Saved data entries
== == ==
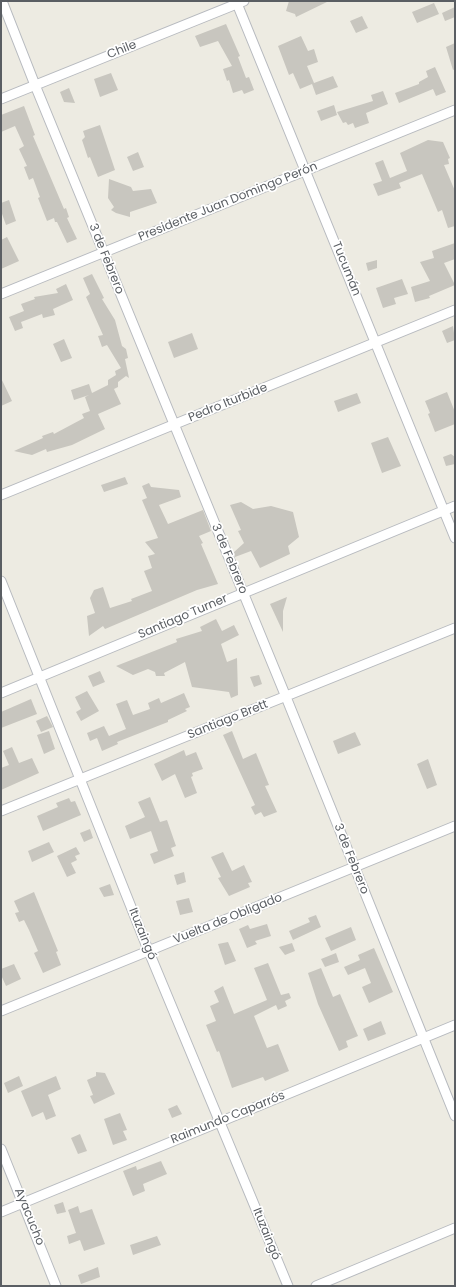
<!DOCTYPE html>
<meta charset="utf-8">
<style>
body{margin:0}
#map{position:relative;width:456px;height:1287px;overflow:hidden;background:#edebe2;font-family:Poppins,sans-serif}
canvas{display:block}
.frame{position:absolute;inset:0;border:2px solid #5a5e63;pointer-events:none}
</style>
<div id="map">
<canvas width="456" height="1287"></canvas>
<div class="frame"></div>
</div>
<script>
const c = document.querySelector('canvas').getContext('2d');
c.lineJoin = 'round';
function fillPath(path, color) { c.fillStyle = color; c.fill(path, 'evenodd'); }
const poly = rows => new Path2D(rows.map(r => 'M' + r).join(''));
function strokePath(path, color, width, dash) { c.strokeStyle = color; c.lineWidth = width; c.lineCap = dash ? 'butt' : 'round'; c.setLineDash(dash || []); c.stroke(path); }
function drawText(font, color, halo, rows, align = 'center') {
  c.font = font + ' Poppins,sans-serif'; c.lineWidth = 3.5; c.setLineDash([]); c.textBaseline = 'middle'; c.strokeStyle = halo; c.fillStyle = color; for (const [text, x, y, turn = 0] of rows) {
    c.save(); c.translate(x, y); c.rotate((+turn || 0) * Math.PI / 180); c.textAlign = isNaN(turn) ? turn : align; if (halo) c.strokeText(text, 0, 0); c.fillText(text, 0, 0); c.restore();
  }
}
fillPath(poly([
 [289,1,329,1,296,17,295,14,286,11],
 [434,3,439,14,417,23,412,12],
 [455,7,455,17,445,21,442,13],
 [362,16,368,28,356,33,350,21],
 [226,24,240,56,238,57,246,78,249,77,254,90,244,94,242,90,233,93,229,80,227,81,223,69,232,66,218,41,200,47,195,36],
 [301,36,308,51,314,49,318,62,307,66,314,83,333,76,338,87,316,95,312,84,300,89,293,73,289,75,278,46],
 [455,43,455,69,453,70,446,47],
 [435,67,446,92,436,96,433,89,399,103,395,93,419,84,419,82,428,77,426,71],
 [111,73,118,90,100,97,94,79],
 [69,88,75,103,64,102,60,92],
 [383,91,388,104,366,113,369,123,355,128,353,123,348,125,346,122,343,123,337,112,373,101,371,95],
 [334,105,337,115,321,121,317,111],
 [24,106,35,135,33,136,64,209,66,208,69,217,67,218,77,239,67,243,57,222,55,222,54,218,47,221,38,198,40,197,33,178,29,180,24,167,27,166,19,149,24,146,15,126,1,132,1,115],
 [100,125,115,170,98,177,90,157,88,158,82,140,85,137,83,131],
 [428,140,443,142,450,158,448,159,449,164,444,165,455,191,455,226,448,228,442,210,438,212,422,174,399,183,401,188,378,196,373,184,382,181,375,163,383,160,390,178,407,171,400,153],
 [138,152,144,167,133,171,127,157],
 [109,179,131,187,133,191,151,189,157,203,130,212,130,217,116,213,111,210,114,207,108,198],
 [9,200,16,221,6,225,1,211,1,203],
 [7,237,19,261,1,269,1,240],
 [455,243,455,259,444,263,455,285,429,296,430,298,415,302,411,287,430,281,420,262,434,258,432,251],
 [377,260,377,268,368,271,366,263],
 [92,274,104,298,102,299,115,320,122,346,126,349,128,358,125,359,129,378,126,376,118,382,118,387,114,389,121,404,98,414,105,429,72,445,47,452,46,449,32,455,14,451,43,438,42,436,53,432,54,434,84,418,82,414,90,411,85,397,89,395,74,400,71,390,89,384,92,393,108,385,108,380,116,375,115,371,121,368,107,345,102,347,98,336,103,335,86,297,90,294,83,278],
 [402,279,408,294,394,298,396,304,383,308,376,288],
 [66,284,73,300,53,309,55,315,43,318,42,314,21,322,23,328,15,331,9,317,24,311,21,304,35,299,34,297,58,293,56,289],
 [453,326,455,340,447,343,442,331],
 [192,333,198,349,174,358,168,342],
 [64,339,72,358,61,362,53,344],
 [1,378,12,401,1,406],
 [447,392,455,412,455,424,435,432,428,414,430,413,425,401],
 [357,393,361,403,338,412,334,401],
 [388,437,401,466,382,473,371,443],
 [451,454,455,457,455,464,446,466,443,457],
 [125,477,128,484,104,492,101,485],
 [149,483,151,487,179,490,181,497,159,505,168,524,203,510,211,531,199,536,203,543,201,544,218,584,197,590,105,629,103,626,89,636,87,616,95,613,90,598,94,590,103,587,110,608,132,601,131,599,152,591,144,571,152,568,148,556,155,554,145,542,158,538,142,500,147,498,142,486],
 [241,502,253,509,271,506,293,512,299,537,288,546,290,554,260,568,251,551,235,557,233,553,244,543,238,531,241,530,230,505],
 [287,597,283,611,283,632,270,604],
 [216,619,222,631,234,625,239,635,221,644,227,662,237,658,238,695,231,698,229,692,192,687,185,662,164,673,165,676,156,676,155,672,148,669,133,675,116,666,177,642,176,639,202,631,200,627],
 [100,671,105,682,93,687,88,676],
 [259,675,262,684,254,687,250,677],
 [87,691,99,711,81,721,76,712,81,709,75,697],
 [184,693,190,707,185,709,187,711,168,720,168,722,117,742,118,744,102,751,97,738,90,741,87,733,104,726,109,736,126,729,116,704,127,700,133,715,150,709,148,703,159,698,161,703],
 [31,699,37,714,1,728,1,712],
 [47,716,53,727,41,732,36,721],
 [49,731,55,749,44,754,37,735],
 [232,731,243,759,256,753,269,785,265,786,277,812,264,817,261,812,255,815,251,807,255,805,223,735],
 [355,732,361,745,338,754,333,741],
 [12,747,19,763,32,758,39,773,1,790,1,768,9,765,3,751],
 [184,750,186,756,196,752,203,769,192,773,193,776,191,777,197,793,185,798,175,774,162,781,154,764],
 [428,759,437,785,427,789,417,764],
 [150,797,160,822,167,820,176,846,171,848,174,856,154,864,150,854,158,851,151,831,130,839,125,826,145,817,138,802],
 [69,798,71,802,75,801,81,815,43,831,37,816,58,807,56,803],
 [90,829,93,838,84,842,80,833],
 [49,842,54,852,32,862,28,851],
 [76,847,80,854,75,856,77,860,71,863,76,873,67,877,57,856],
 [223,852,232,871,244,865,252,882,248,883,250,887,229,896,218,878,221,877,211,857],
 [184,872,186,882,177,885,174,875],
 [110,884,114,895,104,897,99,888],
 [34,892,58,951,56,952,61,965,43,973,34,953,38,951,29,930,24,920,19,922,15,913,19,912,14,901],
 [189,898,193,912,180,915,176,901],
 [316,915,321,927,293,940,289,931,310,922,308,918],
 [267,924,271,936,255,941,257,944,247,948,239,929,248,925,250,929],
 [351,927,356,940,331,951,325,938],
 [228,942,236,961,225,965,218,944],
 [292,943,295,951,285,955,279,947],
 [374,948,393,992,369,1003,362,987,371,983,365,968,348,975,344,967,360,960,358,955],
 [336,953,339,962,325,967,321,959],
 [268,963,281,995,289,993,291,998,285,1001,287,1006,278,1010,276,1005,254,1016,267,1048,278,1044,289,1071,265,1081,263,1077,232,1088,219,1051,217,1052,206,1025,216,1021,210,1006,219,1002,214,991,223,986,234,1014,267,1000,254,968],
 [14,964,21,979,6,986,1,975,1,969],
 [321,968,333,997,340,994,358,1036,346,1041,348,1047,339,1051,318,1004,308,973],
 [381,1021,386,1034,368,1041,363,1029],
 [96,1072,105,1073,115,1094,94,1104,90,1096,93,1095,87,1080,96,1076],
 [19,1076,23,1086,8,1093,4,1083],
 [56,1076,61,1089,48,1095,56,1116,46,1120,43,1112,32,1117,21,1091],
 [177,1105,182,1114,172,1118,168,1109],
 [120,1113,127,1130,123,1131,127,1140,113,1145,104,1119],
 [80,1134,87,1151,78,1154,71,1138],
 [161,1161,167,1174,143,1184,145,1191,133,1196,123,1171,136,1166,137,1170],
 [63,1202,66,1212,57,1214,54,1205],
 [78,1206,80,1213,92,1209,105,1244,84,1251,80,1240,69,1244,67,1236,76,1233,68,1210],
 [157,1236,161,1245,133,1255,130,1245],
 [98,1267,100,1277,81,1284,78,1275]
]), '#c8c6bf');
const minor = poly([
 [2,1,35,85,286,697,455,1116],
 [236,1,455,538],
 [1,99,244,1],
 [1,294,455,110],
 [1,495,455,310],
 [1,581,149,952,288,1286],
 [1,693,455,506],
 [1,811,455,628],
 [1,1011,455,826],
 [1,1149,56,1286],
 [1,1212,455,1025],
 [316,1286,455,1228]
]);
strokePath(minor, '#b7babf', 11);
strokePath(minor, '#fff', 9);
drawText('12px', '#5a5e63', '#fff', [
 ["Chile",122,50,-22],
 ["Presidente Juan Domingo Perón",228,202,-22],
 ["3 de Febrero",106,259,68],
 ["Tucumán",346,269,68],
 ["Pedro Iturbide",228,403,-22],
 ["3 de Febrero",229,559,67],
 ["Santiago Turner",183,617,-23],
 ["Santiago Brett",228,720,-22],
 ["3 de Febrero",351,859,68],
 ["Vuelta de Obligado",228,919,-22],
 ["Ituzaingó",142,934,68],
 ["Raimundo Caparrós",228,1118,-22],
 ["Ayacucho",29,1217,68],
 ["Ituzaingó",266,1234,68]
]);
</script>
== == ==
• About this task: Above are records; say how many of their lines contain the word "rows", giving only the number.

• Reply: 3